Separation of critical and less critical portions
in this way is not just an L2 cache. The index
and way would be the same (or possibly only slightly
different) and only one tag would be checked, at
least for a simple trace cache. This is effectively
a width pipelined Icache; fetching chunk A from the
fast section and A+1 from the slow section but
initiating the fetch at the same time.
(Obviously, in a non-trace cache the next block
might not be sequential, so it might act more like
an L2 that bypasses L1 (requiring tag checks and
using a different index) and a more complex
placement choice might be needed [or just accept
that some taken branches sacrifice performance]. As
noted, this is just NUCA with a recognition of
prefetchability--any access which can be prefetched
can tolerate higher access latency.)
[snip]
> That's an approach we never considered, in part because we don't keep
> track of branches and cannot recognize a branch in pre-decode because of
> the short, exposed, pipeline. By the time we know it's a branch we are
> already executing it :-) We also can't use a BTB (or rather, don't need
> one) for the same reason. It's not clear to me what advantage a BTIC has
> over a BTB. Needs thought.
The main advantage of BTIC over BTB is the next few
instructions are available earlier, avoiding a bubble
due to Icache access latency (in some designs), such
could also reduce power use slightly (a fraction of
instructions being fetched from a small cache) or
increase bandwidth (whether by avoiding a bubble or
fetching from the Icache in parallel). Instruction
buffering (before and/or after decode) and branch
prediction run ahead would reduce the usefulness of
such.
(I had proposed a function entry point cache behind
the L1 Icache with a similar latency-hiding motive,
under the assumption that function calls are major
discontinuities for fetch while sequential prefetch
works fairly well within a function.)
[snip NUCA with criticality placement informed by
prefetchability]
> But how do you determine which is which? Predicteds go in fast, and slow
> is used for post-miss fetch?
My proposal was to have the more predictable fetch
blocks go in the slow portion. Fetch redirects
would be biased toward the fast portion (thus kind
of like a BTIC). Even placement by address might
provide a modest improvement (half [or some fraction
of] the time a redirect might have no bubble). The
branch predictor would predict two blocks for fetching.
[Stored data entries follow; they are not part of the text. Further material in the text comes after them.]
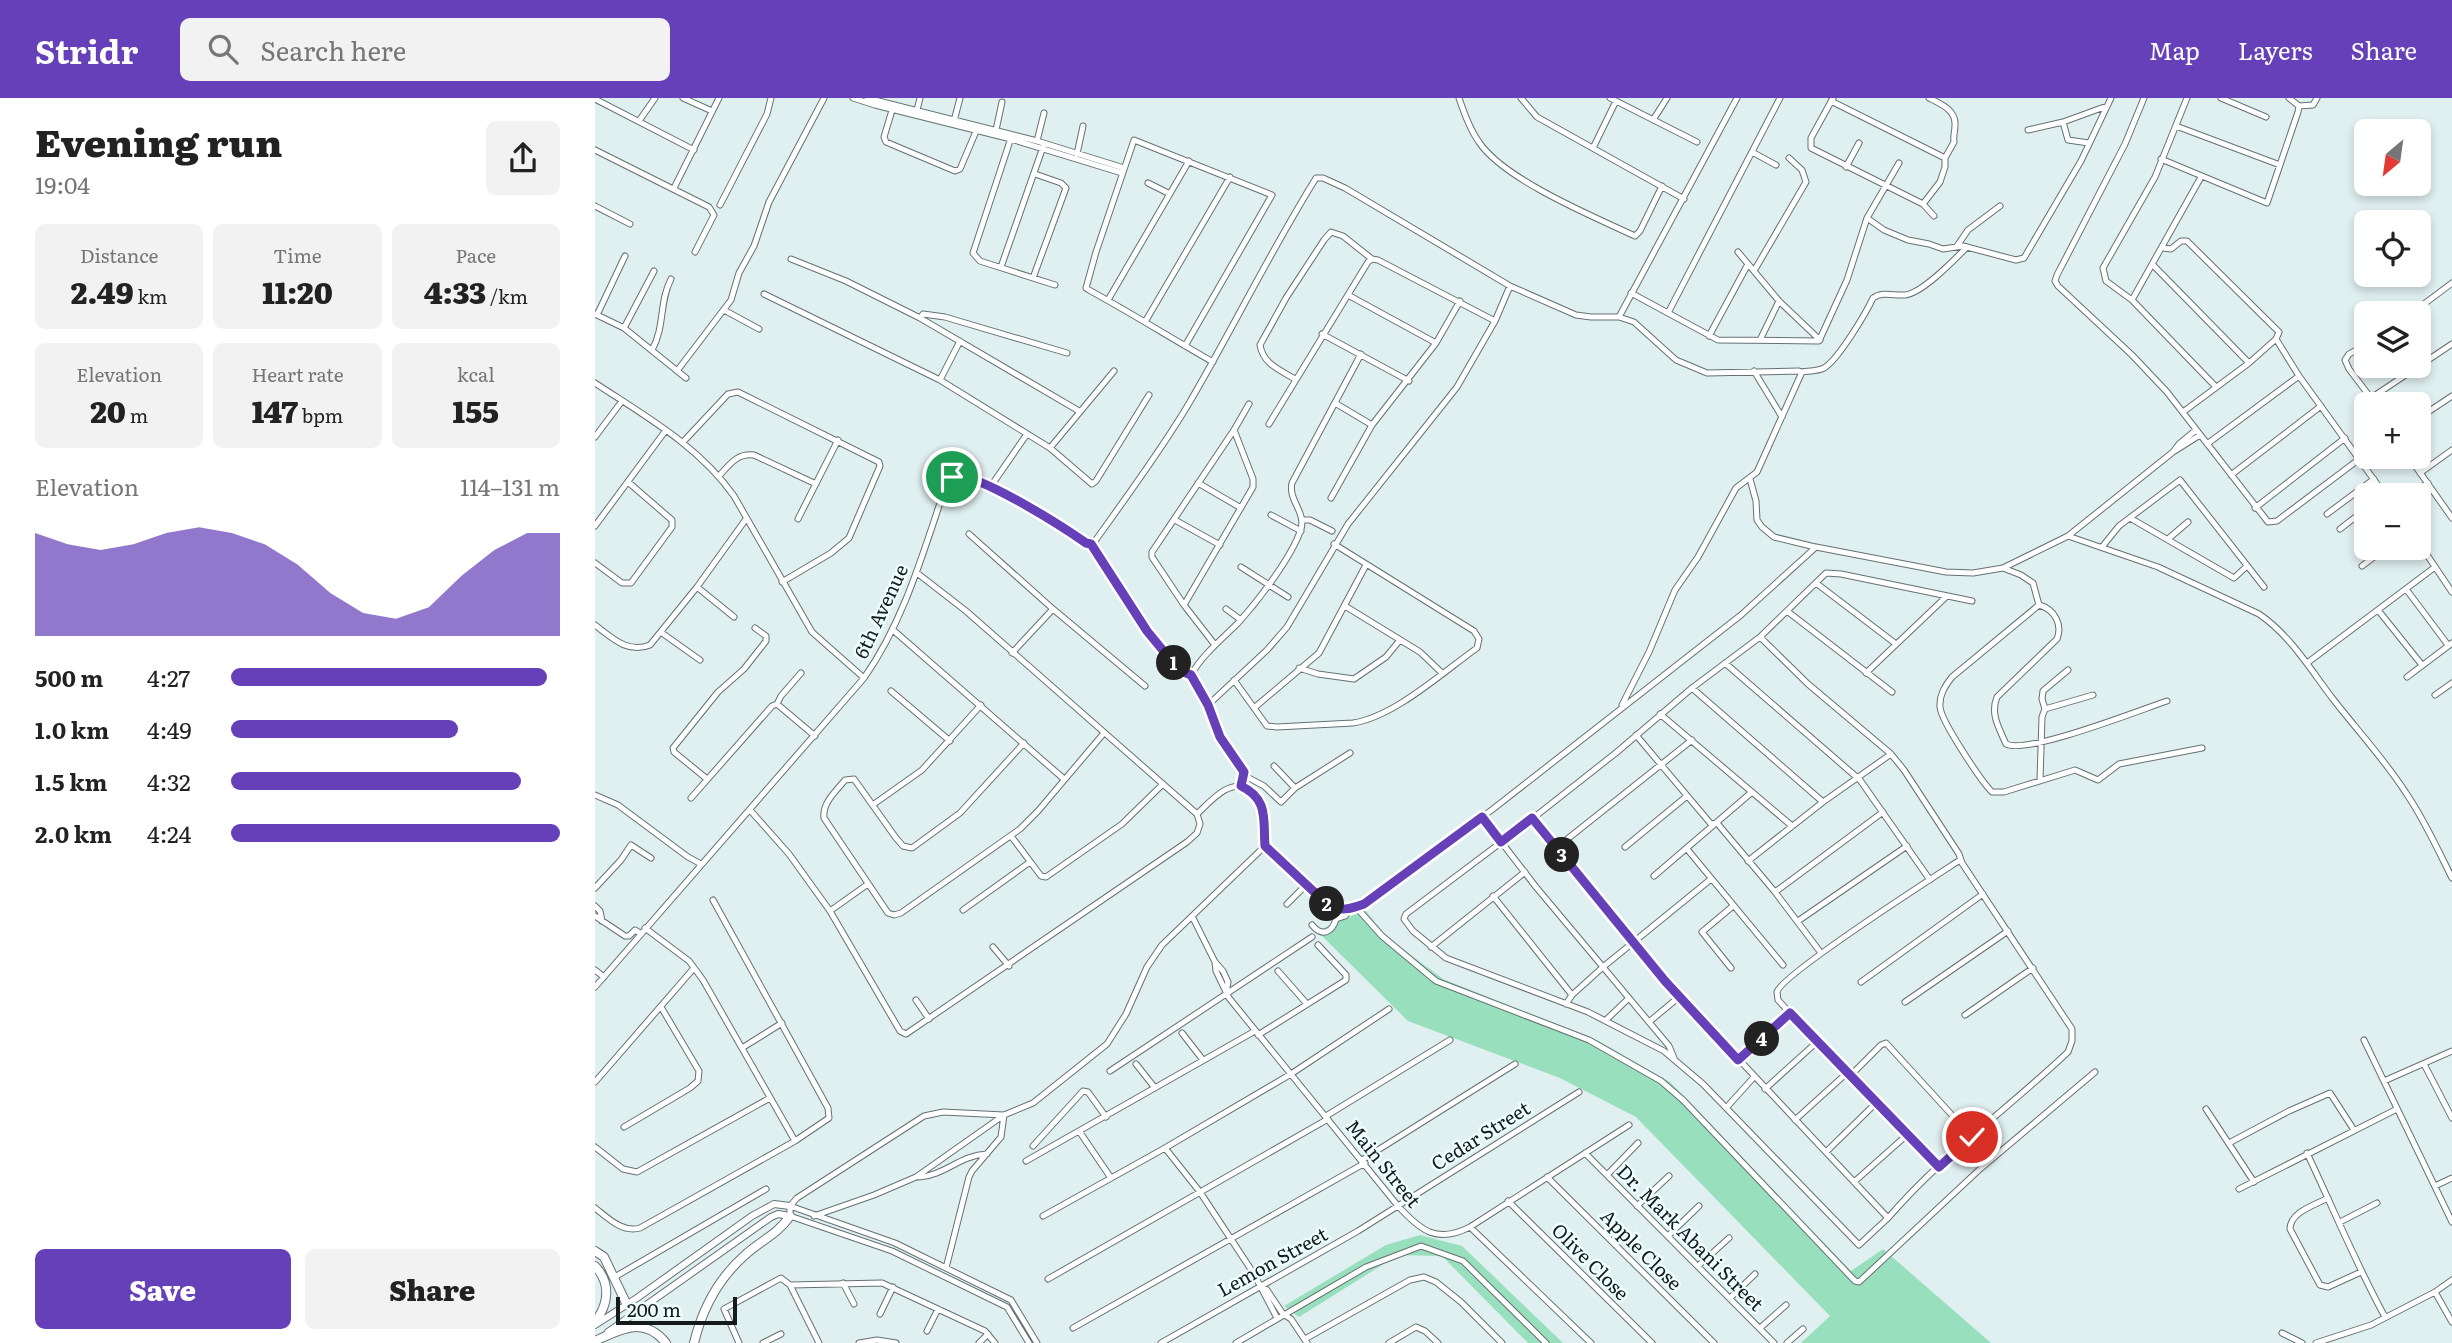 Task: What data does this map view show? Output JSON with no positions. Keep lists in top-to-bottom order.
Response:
{
  "streets": {
    "street": [
      "6th Avenue",
      "Cedar Street",
      "Main Street",
      "Dr. Mark Abani Street",
      "Apple Close",
      "Lemon Street",
      "Olive Close"
    ]
  },
  "crossings": [
    ["Cedar Street", "Main Street"],
    ["Cedar Street", "Lemon Street"],
    ["Main Street", "Dr. Mark Abani Street"],
    ["Main Street", "Apple Close"],
    ["Main Street", "Lemon Street"],
    ["Main Street", "Olive Close"]
  ],
  "scale_bar": "200 m",
  "north": "bottom left",
  "page": {
    "header": "Stridr",
    "search": "Search here",
    "nav": ["Map", "Layers", "Share"],
    "heading": ["Evening run", "19:04"],
    "map_buttons": ["+", "−"],
    "stats": [
      ["Distance", "2.49 km"],
      ["Time", "11:20"],
      ["Pace", "4:33 /km"],
      ["Elevation", "20 m"],
      ["Heart rate", "147 bpm"],
      ["kcal", "155"]
    ],
    "chart": ["Elevation", "114–131 m"],
    "pins": [
      "1",
      "3",
      "2",
      "4"
    ],
    "list": [
      {
        "name": "500 m",
        "note": "4:27"
      },
      {
        "name": "1.0 km",
        "note": "4:49"
      },
      {
        "name": "1.5 km",
        "note": "4:32"
      },
      {
        "name": "2.0 km",
        "note": "4:24"
      }
    ],
    "buttons": ["Save", "Share"],
    "scale": "200 m"
  }
}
With criticality/prefetchability information, placement
might be optimized.
[snip]
> Don't understand - aren't your numbers backwards (i.e. bigger should be
> slower)?
The second portion would be the same size as the first
portion but placed more remotely (thus the square root
rule assumption--which I am guessing would not apply
for smaller wide caches and even with larger caches
layout is cannot have extremely fine granularity).
If the slow portion was twice as large (which might be
useful since many instruction fetches might not be
timing critical--i.e., the address is available early),
one might imagine a layout like:
SSSS S -> "slow" chunk
SFFS F -> "fast" chunk
SFFS
or perhaps (with a three times larger slow portion):
SSSS
SSFFSS
SSFFSS
Note: I am not a hardware person; I am just guessing
based on a vague distance estimate.
[snip]
> Cutting the number of rows doesn't buy much unless you actually shut it
> off for leakage, and I don't want to think about turning it back on.
Turning off sections of cache can be quite reasonable.
This is effectively a specialization of the core to
fit the workload (and energy and performance goals).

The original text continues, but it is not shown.